Another story Keough spoke of occurred in the community: a young girl had contacted Keough about owning a mother dog who had 10 puppies.

“She was really overwhelmed with it, and my group kept in contact with her, and we helped her with the dog food. We bought really nutritious dog food for the mother that had 10 puppies, and we got a rescue for her,” she explained. “The puppies were going to Pittsburgh, and I went out, and I wormed the puppies, and I gave them their first shots.”

Unfortunately, Keough received a call in the middle of the night that the puppies were having seizures. Sure enough, Keough and her husband went out at dawn and crossed a river on foot to get to the puppies.

“We got all the puppies, and we took them to the vet that morning,” Keough recalled. “Dr. Lammie in Elkins got us in immediately, and the puppies apparently had gotten into some kind of garbage or eaten something toxic. I had to bathe all the puppies in Dawn dish soap to get any toxics off of them.”

Drawing on her 25 years of experience as a nurse, Keough was able to give the puppies intravenous fluids and antibiotics.

“We had those 10 puppies for a couple of weeks, and they all went to rescues, and now I see them on Facebook, and they have wonderful homes – wearing little jackets and they have toys and beds,” she said. “And the mother got adopted and she has a wonderful home, so that was just a real successful story. Those puppies were sick, and they could’ve easily just all died.”

Keough spoke of a senior chocolate Labrador whose story starts out grim, but quickly changes thanks to her persistence and the community’s support.

“One dog came into the pound (Lewis-Upshur Animal Control Facility), and he was older chocolate Lab with a horrible tumor on his leg. Horrible. The size of a baseball,” she said. “His owners probably couldn’t pay hundreds of dollars to get it fixed so they didn’t claim him. And the dog was going to be put down. Nobody was going to adopt a dog with a foul-smelling tumor on his leg.”

Luckily, a vet agreed to perform the surgery; however, the operation came with a hefty price tag.

“We asked for pledges from the community and our dog friends, and we paid for that surgery. We got him neutered. He went to a rescue in Virginia called Gray Face (Acres),” she said. “He was adopted, and now he’s having a wonderful life, but it cost money to do that. It cost money and volunteers and people willing to drive him to the vet and take care of him and foster him after his surgery.”

About six years ago, Keough helped form Luv 4 Animals, a group of individuals dedicated to bettering the lives of animals.

“Up until that time, I had adopted dogs on my own or found dogs, but I hadn’t really belonged to an organization, and so about six years ago, I started volunteering at the Lewis-Upshur Animal Facility,” she said.

With the assistance of several local nonprofits – Luv 4 Animals, Claws and Whiskers and Animal Outreach – hundreds of animals in the community have left unfortunate conditions to lead happier lives.

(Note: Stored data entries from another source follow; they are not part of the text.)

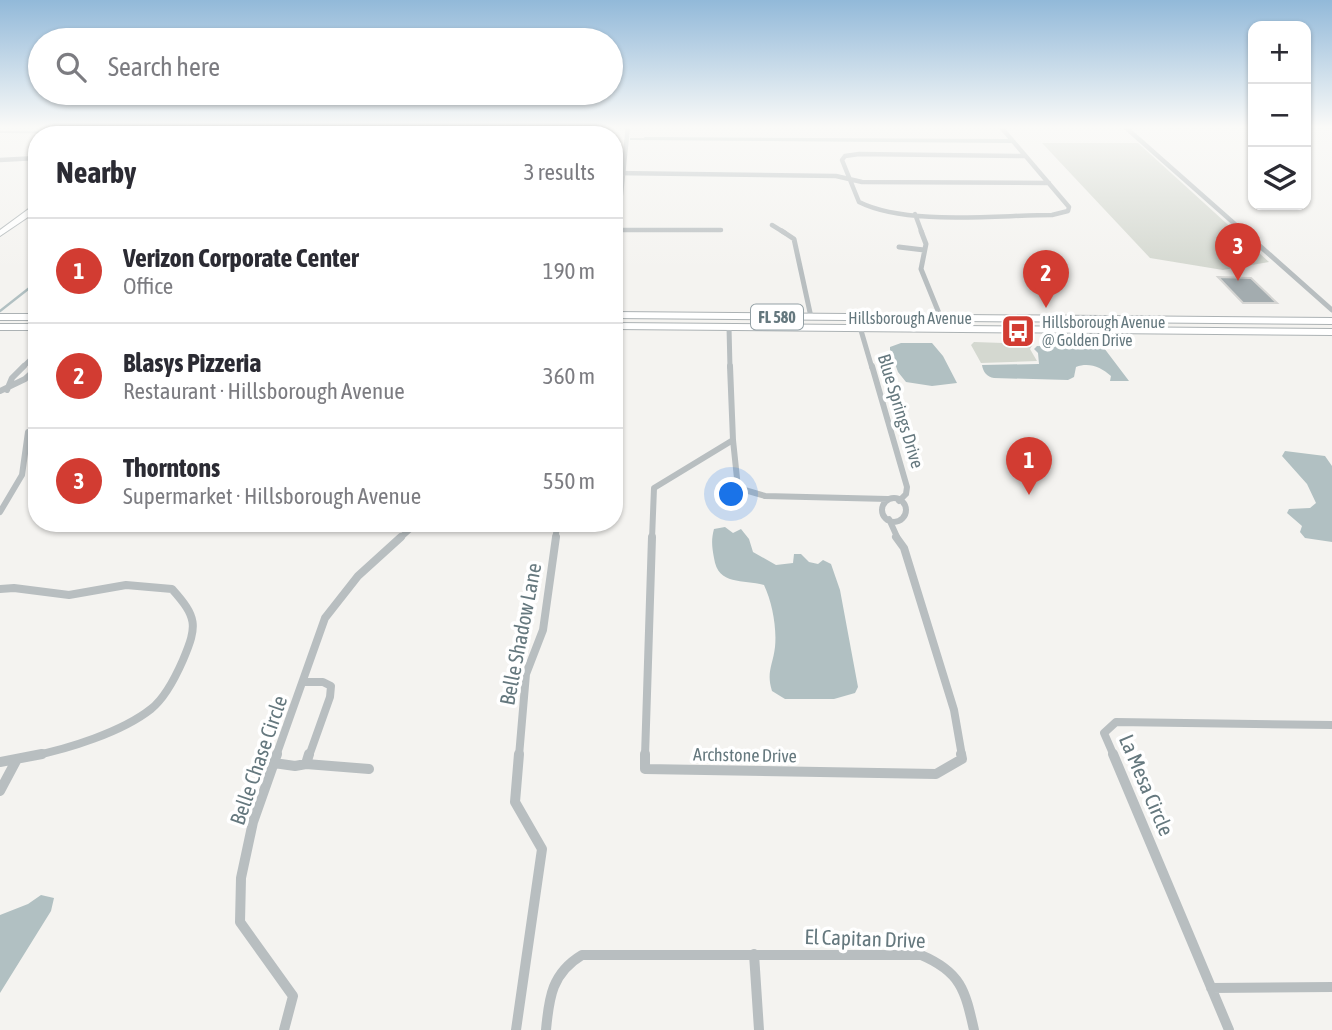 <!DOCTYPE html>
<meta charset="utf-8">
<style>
body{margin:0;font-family:"Asap Condensed",sans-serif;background:#f7f7f7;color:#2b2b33}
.controls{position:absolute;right:21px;top:21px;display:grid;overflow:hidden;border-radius:14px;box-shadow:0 2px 5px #0004}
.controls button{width:63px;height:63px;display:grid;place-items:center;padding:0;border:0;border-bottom:2px solid #e1e1e2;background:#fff;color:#2b2b33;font:35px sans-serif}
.you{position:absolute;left:732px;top:495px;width:24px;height:24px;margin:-18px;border:5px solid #fff;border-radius:50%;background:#1a73e8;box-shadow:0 0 0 10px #1a73e833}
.badge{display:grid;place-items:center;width:46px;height:46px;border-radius:50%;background:#d23c32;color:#fff;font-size:23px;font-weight:700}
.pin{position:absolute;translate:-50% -58px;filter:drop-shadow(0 2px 4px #0008)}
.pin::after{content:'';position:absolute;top:37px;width:24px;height:21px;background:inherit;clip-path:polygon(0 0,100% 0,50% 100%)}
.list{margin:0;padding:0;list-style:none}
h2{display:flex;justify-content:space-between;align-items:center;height:91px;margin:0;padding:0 28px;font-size:30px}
h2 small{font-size:23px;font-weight:400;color:#7c7c81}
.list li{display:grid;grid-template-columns:46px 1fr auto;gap:21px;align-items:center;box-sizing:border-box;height:105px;padding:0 28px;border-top:2px solid #e1e1e2}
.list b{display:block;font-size:26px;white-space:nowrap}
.list p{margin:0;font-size:23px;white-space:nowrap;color:#7c7c81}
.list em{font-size:23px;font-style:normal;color:#7c7c81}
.icon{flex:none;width:38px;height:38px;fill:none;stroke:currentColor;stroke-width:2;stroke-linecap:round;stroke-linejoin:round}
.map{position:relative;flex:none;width:1332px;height:1030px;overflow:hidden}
.search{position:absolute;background:#fff;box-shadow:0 2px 5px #0004;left:28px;top:28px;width:595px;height:77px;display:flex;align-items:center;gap:18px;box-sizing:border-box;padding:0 24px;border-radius:38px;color:#7c7c81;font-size:26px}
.panel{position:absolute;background:#fff;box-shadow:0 2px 5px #0004;left:28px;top:126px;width:595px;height:406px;border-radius:28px}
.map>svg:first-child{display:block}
</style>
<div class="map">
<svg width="1332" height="1030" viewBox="0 0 1332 1030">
<rect width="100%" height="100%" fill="#f4f3f0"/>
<!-- green -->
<path fill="#d4d8d0" d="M 1042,143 L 1138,143 L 1269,262 L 1223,270 L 1150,258 Z
M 974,342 L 1033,344 L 1030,349 L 1037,361 L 981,363 L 971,345 Z"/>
<!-- water -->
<path fill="#b1c0c2" d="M 630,138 L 1010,140 L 1012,143 L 630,140 Z
M 901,343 L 932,343 L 943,356 L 957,383 L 932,386 L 906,382 L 898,372 L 890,350 L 890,347 Z
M 1037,346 L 1104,348 L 1129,381 L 1110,381 L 1111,376 C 1101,367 1089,362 1076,367 L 1074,377 L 1068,380 L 994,378 C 987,377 983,372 982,365 L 1039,364 L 1038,353 L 1034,349 Z
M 1285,451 L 1325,456 L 1332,466 L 1332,542 L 1305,538 L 1300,532 L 1302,526 L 1287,513 L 1289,509 L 1310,508 L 1316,503 L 1307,484 L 1282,456 Z
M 725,527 L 733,533 L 741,529 L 749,539 L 753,552 L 776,565 L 793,563 L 794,554 L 801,554 L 809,562 L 818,564 L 823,560 L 831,564 L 840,590 L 858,687 L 855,693 L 834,699 L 785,699 L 772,691 C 766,672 773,665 775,647 C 777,627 772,602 764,585 C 743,579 718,586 714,558 C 712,547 711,540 714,529 Z
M 41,895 L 54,898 L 51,911 L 0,993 L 0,915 L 28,904 Z"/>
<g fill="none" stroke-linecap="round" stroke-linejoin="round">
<!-- stream-far1 -->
<path stroke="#b1c0c2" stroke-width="2" d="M 0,132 L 121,133
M 147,133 L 358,135
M 381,135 L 402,126
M 645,138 L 1010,140"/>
<!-- stream -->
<path stroke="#b1c0c2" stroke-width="2.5" d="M 0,311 L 37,282"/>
</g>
<!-- building -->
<path fill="#a3acaf" stroke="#d5d5d3" stroke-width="2" d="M 1218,277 L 1251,278 L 1277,303 L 1243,303 Z"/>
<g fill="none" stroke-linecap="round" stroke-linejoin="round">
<!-- secondary casing -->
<g stroke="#adb4b6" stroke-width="2">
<path id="secondary" d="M 147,126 L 154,126 L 143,135 L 136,135 Z
M 34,205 L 37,205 L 37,211 L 0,236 L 0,230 Z"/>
</g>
<!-- primary casing -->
<g stroke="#acb2b4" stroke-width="2">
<path id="primary" d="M 614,312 L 1332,318 L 1332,324 L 614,318 Z
M 0,314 L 37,314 L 37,320 L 0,320 Z
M 614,323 L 1332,329 L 1332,335 L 614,329 Z
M 0,324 L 37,324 L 37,330 L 0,330 Z"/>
</g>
<!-- minor-far4 -->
<path stroke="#b8bec0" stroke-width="4.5" d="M 1000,126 L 1069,207 L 1068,211 L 1052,215 C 997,215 907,226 859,202 L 842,160 L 845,156 L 859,154 L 1025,156
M 1124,126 L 1245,233
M 1166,126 L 1253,126
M 1306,126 L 1332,126
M 0,160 L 37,158
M 614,173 L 836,176 L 862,182 L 1049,183
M 915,214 L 922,233
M 772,225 L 785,233
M 617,230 L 721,230
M 617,233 L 628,126"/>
<!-- minor-far3 -->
<path stroke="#b8bec0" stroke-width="5" d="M 782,231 L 794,239 L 811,317
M 921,231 L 926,244 L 921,269 L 945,328
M 1243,231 L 1332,310
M 899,247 L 924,250
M 614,258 L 617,231
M 729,327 L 730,368
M 860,327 L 872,368
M 22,368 L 37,353"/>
<!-- minor-far2 -->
<path stroke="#b8bec0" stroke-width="6" d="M 730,366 L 733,440
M 872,366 L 907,487 L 906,494 L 899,501
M 7,390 L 12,378 L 24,366
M 0,391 L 25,379 L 37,368
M882 510a12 12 0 1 1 24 0a12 12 0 1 1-24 0Z
M 0,512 L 22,475 L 28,432 L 37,431
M 889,519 L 898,539
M 399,539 L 417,523
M 555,539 L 557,528
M 652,539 L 654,488 L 733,440 L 738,488 L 765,496 L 888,499"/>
<!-- minor-far1 -->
<path stroke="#b8bec0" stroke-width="8" d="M 896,537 L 904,548 L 954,710 L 962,756
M 0,589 L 14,588 L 69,595 L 126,585 L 172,589 C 197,617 198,625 183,660 C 176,676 165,698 151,709 C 122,732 68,749 32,756
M 303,682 L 323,682 L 331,686 L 330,697 L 309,756
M 276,756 L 325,618 L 358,576 L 401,537
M 519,756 L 526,674 L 543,630 L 556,537
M 645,756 L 652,537
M 1114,756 L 1104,733 L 1116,722 L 1332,725"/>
<!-- minor -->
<path stroke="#b8bec0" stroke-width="10" d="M 277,754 L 253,822 L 241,878 L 240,922 L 293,996 L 284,1030
M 645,754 L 645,769 L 936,774 L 962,759 L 961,754
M 1113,754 L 1229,1030
M 0,762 L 42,754
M 274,763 L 295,766 L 306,764 L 309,754
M 306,764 L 369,769
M 0,791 L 17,759
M 754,954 L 759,1030
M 1211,988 L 1332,987
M 516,1030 L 542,849 L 515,802 L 519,754
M 546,1030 C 549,997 552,973 582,955 L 921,955 C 961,972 965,990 974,1030"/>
<!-- secondary -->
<use href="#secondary" fill="#fff" fill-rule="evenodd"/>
<!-- primary -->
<use href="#primary" fill="#fff" fill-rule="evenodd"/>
</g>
<!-- sky -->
<linearGradient id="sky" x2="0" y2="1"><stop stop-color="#92b9d9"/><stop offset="0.47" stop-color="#fafaf8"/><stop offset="1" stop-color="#fafaf8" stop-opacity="0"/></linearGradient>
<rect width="1332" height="270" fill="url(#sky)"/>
<!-- icons -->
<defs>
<g id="bus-square" transform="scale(1.75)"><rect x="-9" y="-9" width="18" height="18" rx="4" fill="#d23c32" stroke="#fff"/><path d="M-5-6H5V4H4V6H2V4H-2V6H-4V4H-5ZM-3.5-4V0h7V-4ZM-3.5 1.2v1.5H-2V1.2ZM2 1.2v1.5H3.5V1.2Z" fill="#fff"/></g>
</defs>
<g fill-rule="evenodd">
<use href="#bus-square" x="1018" y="331"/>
</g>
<g text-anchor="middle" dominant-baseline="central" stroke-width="7" stroke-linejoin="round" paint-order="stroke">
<!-- shield labels -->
<rect fill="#fff" stroke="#93a0a5" stroke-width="2" x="751" y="304.5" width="52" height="25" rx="5"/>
<g font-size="16" font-weight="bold" fill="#65787e">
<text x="777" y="317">FL 580</text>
</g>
<!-- far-street labels -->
<g font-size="16" fill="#65787e" stroke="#fff">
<text x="910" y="318">Hillsborough Avenue</text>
</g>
<!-- far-poi labels -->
<g font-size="16" fill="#65787e" stroke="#fff" text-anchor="start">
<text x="1042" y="322">Hillsborough Avenue<tspan x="1042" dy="18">@ Golden Drive</tspan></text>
</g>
<!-- street labels -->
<g font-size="18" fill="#65787e" stroke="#fff">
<text transform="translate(901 411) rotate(73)">Blue Springs Drive</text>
<text transform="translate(745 755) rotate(1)">Archstone Drive</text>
</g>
<!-- near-street labels -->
<g font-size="21" fill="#65787e" stroke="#fff">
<text transform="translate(520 634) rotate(-79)">Belle Shadow Lane</text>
<text transform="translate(258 760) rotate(-71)">Belle Chase Circle</text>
<text transform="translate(1147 785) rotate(67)">La Mesa Circle</text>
<text transform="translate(865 938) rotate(2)">El Capitan Drive</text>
</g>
</g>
</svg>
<div class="controls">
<button>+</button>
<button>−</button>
<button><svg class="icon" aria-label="layers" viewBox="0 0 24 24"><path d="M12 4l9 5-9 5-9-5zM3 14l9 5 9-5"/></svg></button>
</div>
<div class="you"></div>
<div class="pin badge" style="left:1029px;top:495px">1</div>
<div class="pin badge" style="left:1046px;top:308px">2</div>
<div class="pin badge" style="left:1238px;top:281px">3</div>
<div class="search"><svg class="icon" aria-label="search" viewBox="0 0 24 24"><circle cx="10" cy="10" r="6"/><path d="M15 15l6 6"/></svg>Search here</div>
<section class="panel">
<h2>Nearby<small>3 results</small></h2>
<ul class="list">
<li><span class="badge">1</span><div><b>Verizon Corporate Center</b><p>Office</p></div><em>190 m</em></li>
<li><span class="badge">2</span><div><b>Blasys Pizzeria</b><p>Restaurant · Hillsborough Avenue</p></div><em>360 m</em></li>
<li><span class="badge">3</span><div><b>Thorntons</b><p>Supermarket · Hillsborough Avenue</p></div><em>550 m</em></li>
</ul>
</section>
</div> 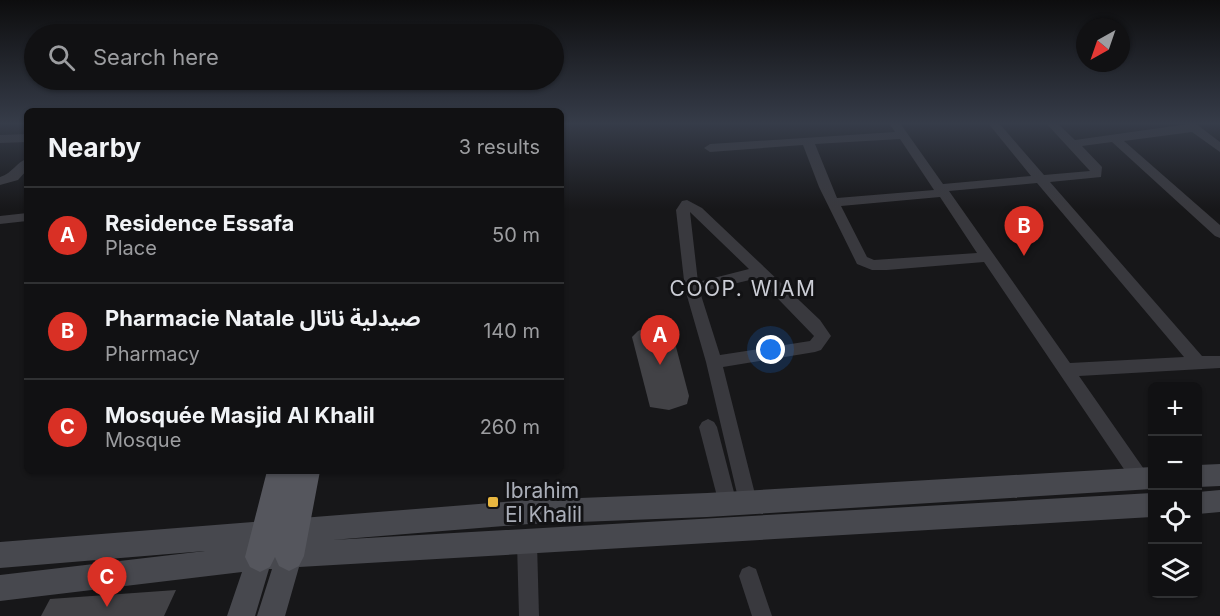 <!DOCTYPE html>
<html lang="en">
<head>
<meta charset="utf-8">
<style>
	body { margin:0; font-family:Inter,"Noto Sans Arabic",sans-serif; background:#1a1a1c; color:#f1f3f6 }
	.controls { position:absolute; right:18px; bottom:18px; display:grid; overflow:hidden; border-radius:9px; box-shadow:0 2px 4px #0004 }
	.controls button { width:54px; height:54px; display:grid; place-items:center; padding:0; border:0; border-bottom:2px solid #303133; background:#111113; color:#f1f3f6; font:30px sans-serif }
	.compass { position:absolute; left:1076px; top:18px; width:54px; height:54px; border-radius:50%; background:#111113; box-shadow:0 2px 4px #0004; rotate:220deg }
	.you { position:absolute; left:771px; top:350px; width:21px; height:21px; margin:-15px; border:4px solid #fff; border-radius:50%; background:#1a73e8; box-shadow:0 0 0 9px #1a73e833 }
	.badge { display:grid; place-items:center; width:39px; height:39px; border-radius:50%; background:#d93025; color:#fff; font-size:20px; font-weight:700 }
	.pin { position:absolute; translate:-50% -50px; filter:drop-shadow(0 2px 3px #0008) }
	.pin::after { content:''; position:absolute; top:32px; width:21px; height:18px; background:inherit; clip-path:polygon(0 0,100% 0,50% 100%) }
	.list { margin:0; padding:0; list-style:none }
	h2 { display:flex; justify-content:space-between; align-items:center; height:78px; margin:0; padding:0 24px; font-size:26px }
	h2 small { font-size:20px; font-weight:400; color:#9c9da0 }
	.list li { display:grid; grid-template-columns:39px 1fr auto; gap:18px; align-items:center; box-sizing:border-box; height:96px; padding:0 24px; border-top:2px solid #303133 }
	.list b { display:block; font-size:22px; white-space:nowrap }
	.list p { margin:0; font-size:20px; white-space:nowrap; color:#9c9da0 }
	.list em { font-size:20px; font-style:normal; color:#9c9da0 }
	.icon { flex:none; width:33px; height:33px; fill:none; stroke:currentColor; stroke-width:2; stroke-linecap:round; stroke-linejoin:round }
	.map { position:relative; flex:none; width:1220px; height:616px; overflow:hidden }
	.search { position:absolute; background:#111113; box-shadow:0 2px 4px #0004; left:24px; top:24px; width:540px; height:66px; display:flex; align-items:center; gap:15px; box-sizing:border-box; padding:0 21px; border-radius:33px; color:#9c9da0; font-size:22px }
	.panel { position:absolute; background:#111113; box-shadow:0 2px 4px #0004; left:24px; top:108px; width:540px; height:366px; border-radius:9px }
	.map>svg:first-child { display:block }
	.building { fill:#424246 }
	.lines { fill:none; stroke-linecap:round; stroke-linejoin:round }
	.minor { fill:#39393e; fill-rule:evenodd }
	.secondary { fill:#47484e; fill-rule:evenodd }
	.primary { fill:#55565d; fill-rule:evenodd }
	.poi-dot { fill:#e9b740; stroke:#121214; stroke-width:2 }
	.labels { text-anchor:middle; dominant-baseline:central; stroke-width:6; stroke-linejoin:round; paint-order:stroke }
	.quarter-label { font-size:21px; letter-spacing:1.5px; fill:#cbcdd5; stroke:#121214 }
	.near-poi-label { font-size:21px; fill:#aaaeb8; stroke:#121214; text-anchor:start }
</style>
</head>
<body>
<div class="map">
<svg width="1220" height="616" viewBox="0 0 1220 616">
	<rect width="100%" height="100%" fill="#171719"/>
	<g class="building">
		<path d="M649 326 671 328 689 396 687 404 669 410 650 407 632 337 638 331Z"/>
		<path d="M176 590 164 616H41L50 599Z"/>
	</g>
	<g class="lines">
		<g class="minor">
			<path d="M889 123H900L943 184 1031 176 988 123H999L1044 175 1090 171 1046 123H1057L1075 140 1195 123 1220 142V152L1192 132 1124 141 1220 225V238L1215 236 1112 142 1082 146 1102 167 1101 177 1050 182 1202 356H1220V368L1079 376 1146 472 1149 478 1146 484 1140 486 1134 484 984 262 887 270H872L857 264 819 187 803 145 710 152 704 148 710 144 895 132ZM900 139 934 190 837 198 815 144ZM1037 183 1184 357 1070 363 949 191ZM940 197 977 253 874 260 867 257 841 206Z"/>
			<path d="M27 134V142L0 143V135Z"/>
			<path d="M27 159V170L18 180 0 185V177C13 173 16 162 27 159Z"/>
			<path d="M687 200 702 208 820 320 831 336 821 350 815 352 723 367 757 502 755 508 748 511 741 508 739 502 706 362 685 289 676 210 682 201ZM690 212 692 214 749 269 698 282ZM758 278 814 336 810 341 720 355 700 292Z"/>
			<path d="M27 213V221L0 224V216Z"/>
			<path d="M708 419 714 422 717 427 737 504 735 510 728 513 721 510 719 504 699 427 702 422Z"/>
			<path d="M527 533 534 536 537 543 539 616H519L517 543 520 536Z"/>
			<path d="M749 566 756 569 772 616H752L739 576 742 569Z"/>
		</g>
		<g class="secondary">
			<path d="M1220 464V486L1198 487V465Z"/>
			<path d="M1152 467V489L707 517 529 524 332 540 1152 493V517L299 567 285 616H257L272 569H269L255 616H227L242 572 0 601V575L205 551 0 568V542L529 500 707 493Z"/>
			<path d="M1220 490V512L1198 514V492Z"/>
		</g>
		<path class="primary" d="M267 471H320L304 556 299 566 289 571 279 566 275 557 270 567 260 572 250 567 245 557Z"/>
	</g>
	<linearGradient id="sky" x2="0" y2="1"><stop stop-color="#0d0d0e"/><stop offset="0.59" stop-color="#363c49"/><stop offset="1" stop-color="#363c49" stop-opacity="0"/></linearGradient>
	<rect width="1220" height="209" fill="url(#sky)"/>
	<rect class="poi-dot" x="487" y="496" width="12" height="12" rx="3"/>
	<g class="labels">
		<g class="quarter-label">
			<text x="743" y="288">COOP. WIAM</text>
		</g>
		<g class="near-poi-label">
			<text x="505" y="490">Ibrahim<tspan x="505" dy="24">El Khalil</tspan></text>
		</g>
	</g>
</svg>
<div class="controls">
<button>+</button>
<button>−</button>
<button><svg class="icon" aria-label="locate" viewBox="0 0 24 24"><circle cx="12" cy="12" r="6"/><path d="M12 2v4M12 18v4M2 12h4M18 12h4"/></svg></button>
<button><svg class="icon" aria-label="layers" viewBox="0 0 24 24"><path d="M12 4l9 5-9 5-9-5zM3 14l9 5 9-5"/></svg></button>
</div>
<svg class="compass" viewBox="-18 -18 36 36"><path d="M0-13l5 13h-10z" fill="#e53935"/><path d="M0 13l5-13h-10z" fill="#9c9da0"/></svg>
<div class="you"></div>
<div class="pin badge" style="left:660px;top:365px">A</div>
<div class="pin badge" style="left:1024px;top:256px">B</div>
<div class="pin badge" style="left:107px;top:607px">C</div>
<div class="search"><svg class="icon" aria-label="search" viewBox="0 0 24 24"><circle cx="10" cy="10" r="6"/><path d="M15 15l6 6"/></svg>Search here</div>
<section class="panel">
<h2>Nearby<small>3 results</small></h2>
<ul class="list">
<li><span class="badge">A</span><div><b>Residence Essafa</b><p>Place</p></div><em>50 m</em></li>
<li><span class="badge">B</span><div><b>Pharmacie Natale صيدلية ناتال</b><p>Pharmacy</p></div><em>140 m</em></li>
<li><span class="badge">C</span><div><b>Mosquée Masjid Al Khalil</b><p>Mosque</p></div><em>260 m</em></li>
</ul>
</section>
</div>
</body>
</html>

“We are making a difference. Last year, almost 900 dogs came through the Lewis-Upshur Animal Facility, and it’s only 16 kennel runs, and almost all of those dogs went to [a] rescue [facility] or some were adopted locally, but most went out of state, and only a handful were put down,” Keough said. “We are no longer actually a high kill shelter. The various volunteer groups have made a difference.”

Keough insists the work of the groups would not be possible without the community’s support.

“It makes me feel good that the community is behind us,” she said. “We couldn’t do this without the community’s help.”

Keough said the county is lucky to have a family who sponsors two dogs a month, leading to roughly 30 sponsored dogs in the past year-and-a-half.

Still, the work of saving animals is never over, and Keough is calling for all hands – and paws – on deck.

With the age limit to volunteer at LUAF lowered to 17, Keough invites high school seniors to spend time with the animals.

“It’s very rewarding. We need more help. We need the community’s support,” she said. “Over pet population is a problem with the facility. It’s a community problem, and we need the community’s help.”